# 04 - Prepare and Load embeddings into Amazon Aurora PostgreSQL DB

In [1]:
%pip install -q flake8 2> /dev/null

Note: you may need to restart the kernel to use updated packages.


In [2]:
import json
import os

import boto3

In [3]:
ssm = boto3.client("ssm")
secretsmanager = boto3.client("secretsmanager")
region = boto3.session.Session().region_name

In [4]:
security_group_parameter = "/AgenticLLMAssistantWorkshop/SMProcessingJobSecurityGroupId"
dbsecret_arn_parameter = "/AgenticLLMAssistantWorkshop/DBSecretARN"
subnet_ids_parameter = "/AgenticLLMAssistantWorkshop/SubnetIds"
s3_bucket_name_parameter = "/AgenticLLMAssistantWorkshop/AgentDataBucketParameter"

security_group = ssm.get_parameter(Name=security_group_parameter)
security_group = security_group["Parameter"]["Value"]

db_secret_arn = ssm.get_parameter(Name=dbsecret_arn_parameter)
db_secret_arn = db_secret_arn["Parameter"]["Value"]

subnet_ids = ssm.get_parameter(Name=subnet_ids_parameter)
private_subnets_with_egress_ids = json.loads(subnet_ids["Parameter"]["Value"])

s3_bucket_name = ssm.get_parameter(Name=s3_bucket_name_parameter)
s3_bucket_name = s3_bucket_name["Parameter"]["Value"]

In [5]:
processed_documents_s3_key = "documents_processed.json"

In [6]:
!mkdir -p scripts

In [7]:
%%writefile scripts/prepare_and_load_embeddings.py
import json
import os
from botocore.config import Config
import boto3
from langchain.embeddings import BedrockEmbeddings
from langchain.schema.document import Document
from langchain.text_splitter import TokenTextSplitter
from langchain.vectorstores.pgvector import PGVector

import psycopg2
import sqlalchemy

ssm = boto3.client("ssm")

secretsmanager = boto3.client("secretsmanager")
secret_response = secretsmanager.get_secret_value(
    SecretId=os.environ["SQL_DB_SECRET_ID"]
)
database_secrets = json.loads(secret_response["SecretString"])

# Extract credentials
host = database_secrets['host']
dbname = database_secrets['dbname']
username = database_secrets['username']
password = database_secrets['password']
port = database_secrets["port"]

CONNECTION_STRING = PGVector.connection_string_from_db_params(
    driver="psycopg2",
    host=host,
    port=port,
    database=dbname,
    user=username,
    password=password,
)

db_connection = psycopg2.connect(
    host=host,
    port=port,
    database=dbname,
    user=username,
    password=password,
)

BEDROCK_CROSS_ACCOUNT_ROLE_ARN = os.environ.get("BEDROCK_CROSS_ACCOUNT_ROLE_ARN")
bedrock_region_parameter = "/AgenticLLMAssistantWorkshop/bedrock_region"

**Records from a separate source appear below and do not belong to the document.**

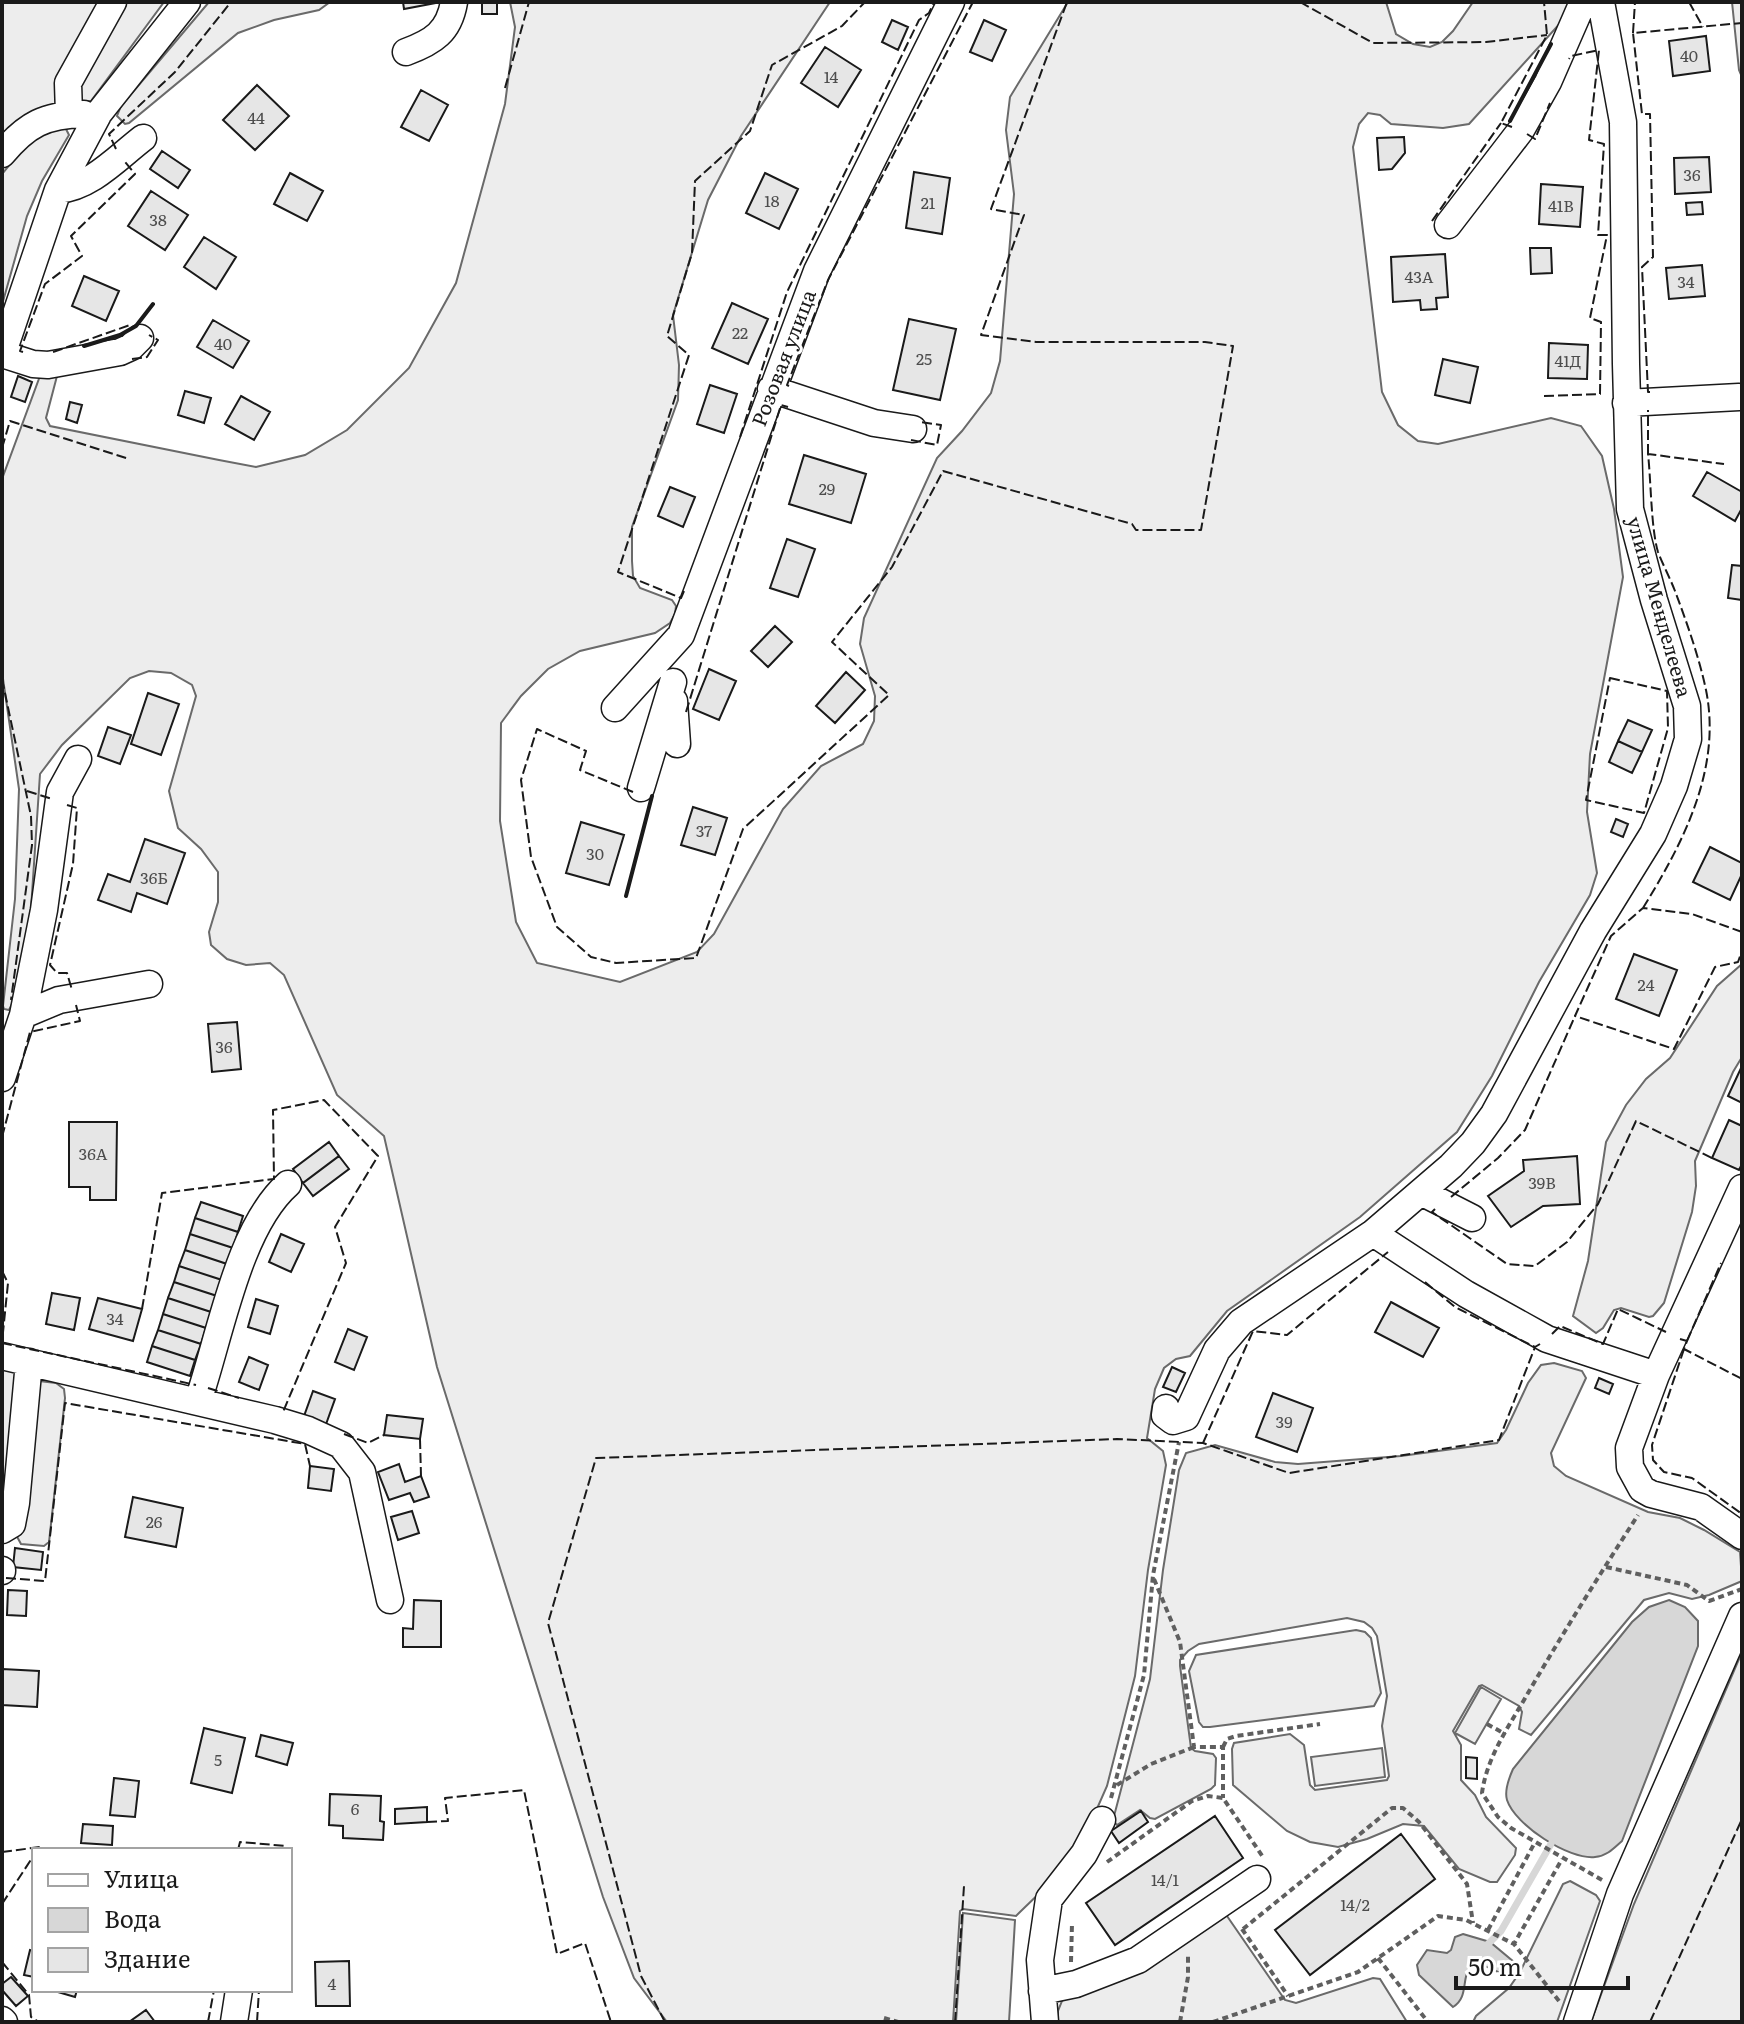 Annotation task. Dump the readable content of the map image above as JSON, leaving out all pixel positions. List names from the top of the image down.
{
  "streets": {
    "street": ["Розовая улица", "улица Менделеева"]
  },
  "house_numbers": [
    "40",
    "14",
    "44",
    "36",
    "18",
    "21",
    "41В",
    "38",
    "43А",
    "34",
    "22",
    "40",
    "25",
    "41Д",
    "29",
    "37",
    "30",
    "36Б",
    "24",
    "36",
    "36А",
    "39В",
    "34",
    "39",
    "26",
    "5",
    "6",
    "14/1",
    "14/2",
    "4"
  ],
  "legend": ["Улица", "Вода", "Здание"],
  "scale_bar": "50 m"
} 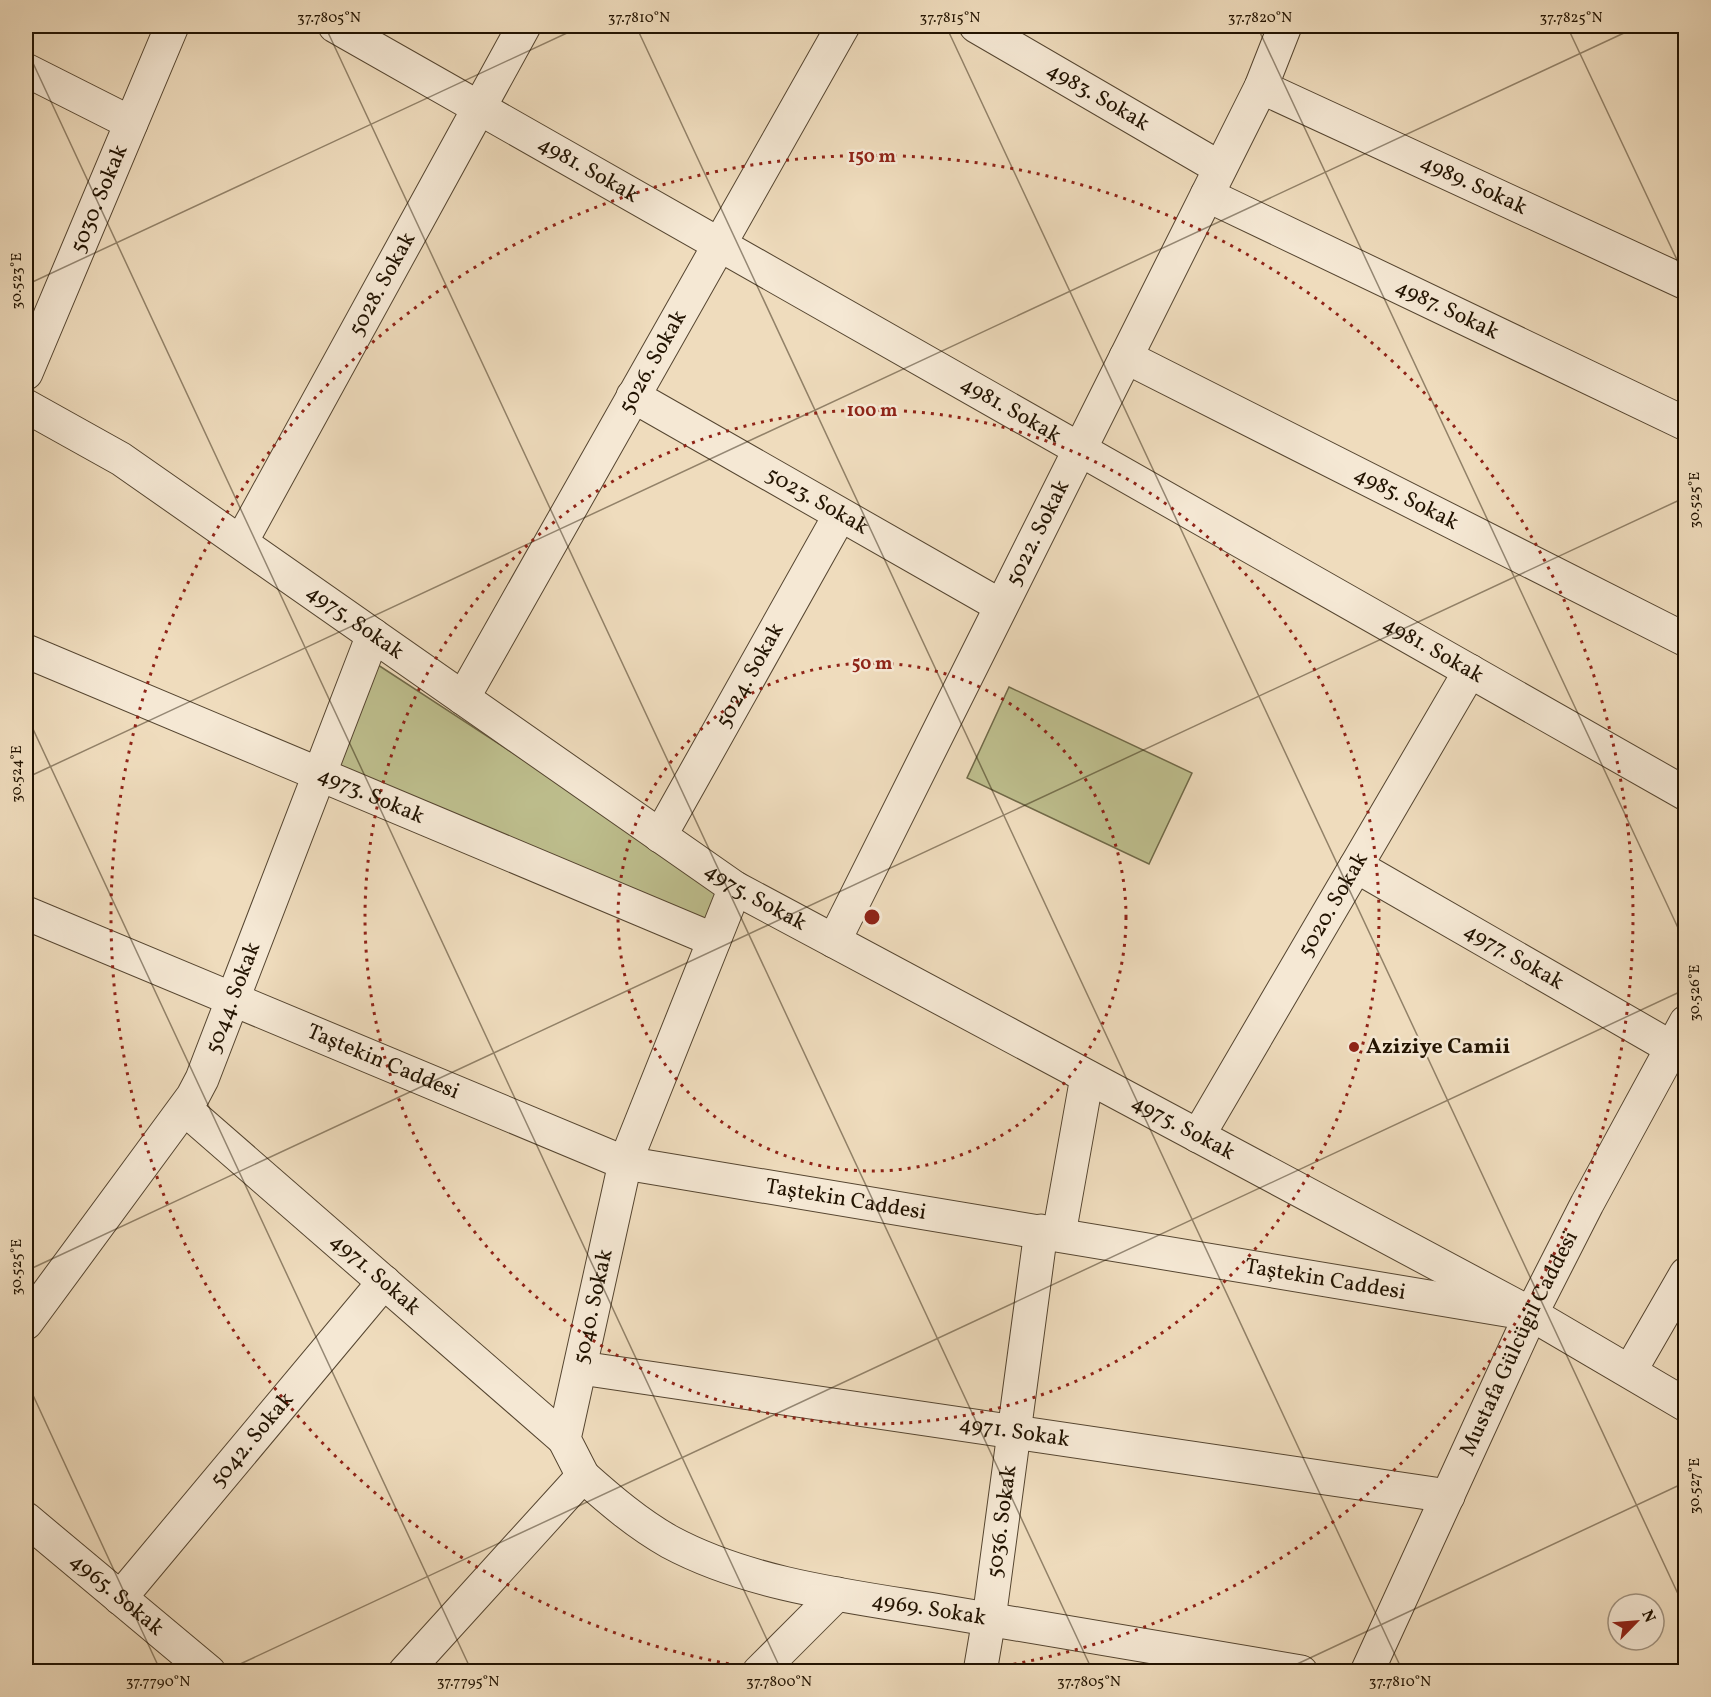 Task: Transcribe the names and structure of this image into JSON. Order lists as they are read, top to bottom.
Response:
{
  "streets": {
    "street": [
      "4983. Sokak",
      "4981. Sokak",
      "4989. Sokak",
      "5030. Sokak",
      "5028. Sokak",
      "4987. Sokak",
      "5026. Sokak",
      "4985. Sokak",
      "5023. Sokak",
      "5022. Sokak",
      "4975. Sokak",
      "5024. Sokak",
      "4973. Sokak",
      "5020. Sokak",
      "4977. Sokak",
      "5044. Sokak",
      "Taştekin Caddesi",
      "4971. Sokak",
      "5040. Sokak",
      "Mustafa Gülcügil Caddesi",
      "5042. Sokak",
      "5036. Sokak",
      "4965. Sokak",
      "4969. Sokak"
    ]
  },
  "crossings": [
    ["4983. Sokak", "4987. Sokak"],
    ["4983. Sokak", "5022. Sokak"],
    ["4981. Sokak", "5028. Sokak"],
    ["4981. Sokak", "5026. Sokak"],
    ["4981. Sokak", "5022. Sokak"],
    ["4981. Sokak", "5020. Sokak"],
    ["4989. Sokak", "5022. Sokak"],
    ["5028. Sokak", "4975. Sokak"],
    ["4987. Sokak", "5022. Sokak"],
    ["5026. Sokak", "5023. Sokak"],
    ["5026. Sokak", "4975. Sokak"],
    ["4985. Sokak", "5022. Sokak"],
    ["5023. Sokak", "5022. Sokak"],
    ["5023. Sokak", "5024. Sokak"],
    ["5022. Sokak", "4975. Sokak"],
    ["4975. Sokak", "5024. Sokak"],
    ["4975. Sokak", "5020. Sokak"],
    ["4975. Sokak", "5044. Sokak"],
    ["4975. Sokak", "Taştekin Caddesi"],
    ["4975. Sokak", "5040. Sokak"],
    ["4975. Sokak", "Mustafa Gülcügil Caddesi"],
    ["4975. Sokak", "5036. Sokak"],
    ["4973. Sokak", "5044. Sokak"],
    ["4973. Sokak", "5040. Sokak"],
    ["5020. Sokak", "4977. Sokak"],
    ["4977. Sokak", "Mustafa Gülcügil Caddesi"],
    ["5044. Sokak", "Taştekin Caddesi"],
    ["5044. Sokak", "4971. Sokak"],
    ["Taştekin Caddesi", "5040. Sokak"],
    ["Taştekin Caddesi", "Mustafa Gülcügil Caddesi"],
    ["Taştekin Caddesi", "5036. Sokak"],
    ["4971. Sokak", "5040. Sokak"],
    ["4971. Sokak", "Mustafa Gülcügil Caddesi"],
    ["4971. Sokak", "5042. Sokak"],
    ["4971. Sokak", "5036. Sokak"],
    ["5042. Sokak", "4965. Sokak"],
    ["5036. Sokak", "4969. Sokak"]
  ],
  "places": ["Aziziye Camii"],
  "north": "top right",
  "coordinates": [
    "37.7805°N",
    "37.7810°N",
    "37.7815°N",
    "37.7820°N",
    "37.7825°N",
    "30.523°E",
    "30.525°E",
    "30.524°E",
    "30.526°E",
    "30.527°E",
    "37.7790°N",
    "37.7795°N",
    "37.7800°N"
  ],
  "rings": ["150 m", "100 m", "50 m"]
}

BEDROCK_REGION = ssm.get_parameter(Name=bedrock_region_parameter)
BEDROCK_REGION = BEDROCK_REGION["Parameter"]["Value"]

retry_config = Config(
    region_name=BEDROCK_REGION,
    retries={"max_attempts": 10, "mode": "standard"}
)
bedrock_runtime = boto3.client("bedrock-runtime", config=retry_config)
bedrock = boto3.client("bedrock", config=retry_config)


def activate_vector_extension(db_connection):
    """Activate PGVector extension."""

    db_connection.autocommit = True
    cursor = db_connection.cursor()
    # install pgvector
    cursor.execute("CREATE EXTENSION IF NOT EXISTS vector;")
    db_connection.close()


def test_db_connection():
    # Connect to the database
    conn = psycopg2.connect(
        host=host,
        database=dbname,
        user=username,
        password=password
    )
    # Get cursor
    cur = conn.cursor()

    # Query to get all tables
    cur.execute("SELECT table_name FROM information_schema.tables WHERE table_schema='public';")

    # Fetch all the tables
    tables = cur.fetchall()

    # Print the table names
    print(f"SQL tables: {tables}")

    # Close connection
    conn.close()


def prepare_documents_with_metadata(documents_processed):

    langchain_documents_text = []
    langchain_documents_tables = []

    for document in documents_processed:
        document_name = document['name']
        document_source_location = document['source_location']
        document_s3_metadata = document['metadata']

        mapping_to_original_page_numbers = {
            idx: pg_num for idx, pg_num
            in enumerate(document_s3_metadata["pages_kept"])
        }
        # remove pages_kept since we already put the original page number.
        del document_s3_metadata["pages_kept"]

        for page in document['pages']:
            # Turn each page into a Langchain Document.
            # Note: you could choose to also prepend part of the previous document
            # and append part of the next document to include more context for documents
            # that have many pages which continue their text on the next page.
            current_metadata = {
                'document_name': document_name,
                'document_source_location': document_source_location,
                'page_number': page['page'],
                'original_page_number': mapping_to_original_page_numbers[page['page']]
            }
            # merge the document_s3_metadata into the langchain Document metadata
            # to be able to use them for filtering.
            current_metadata.update(document_s3_metadata)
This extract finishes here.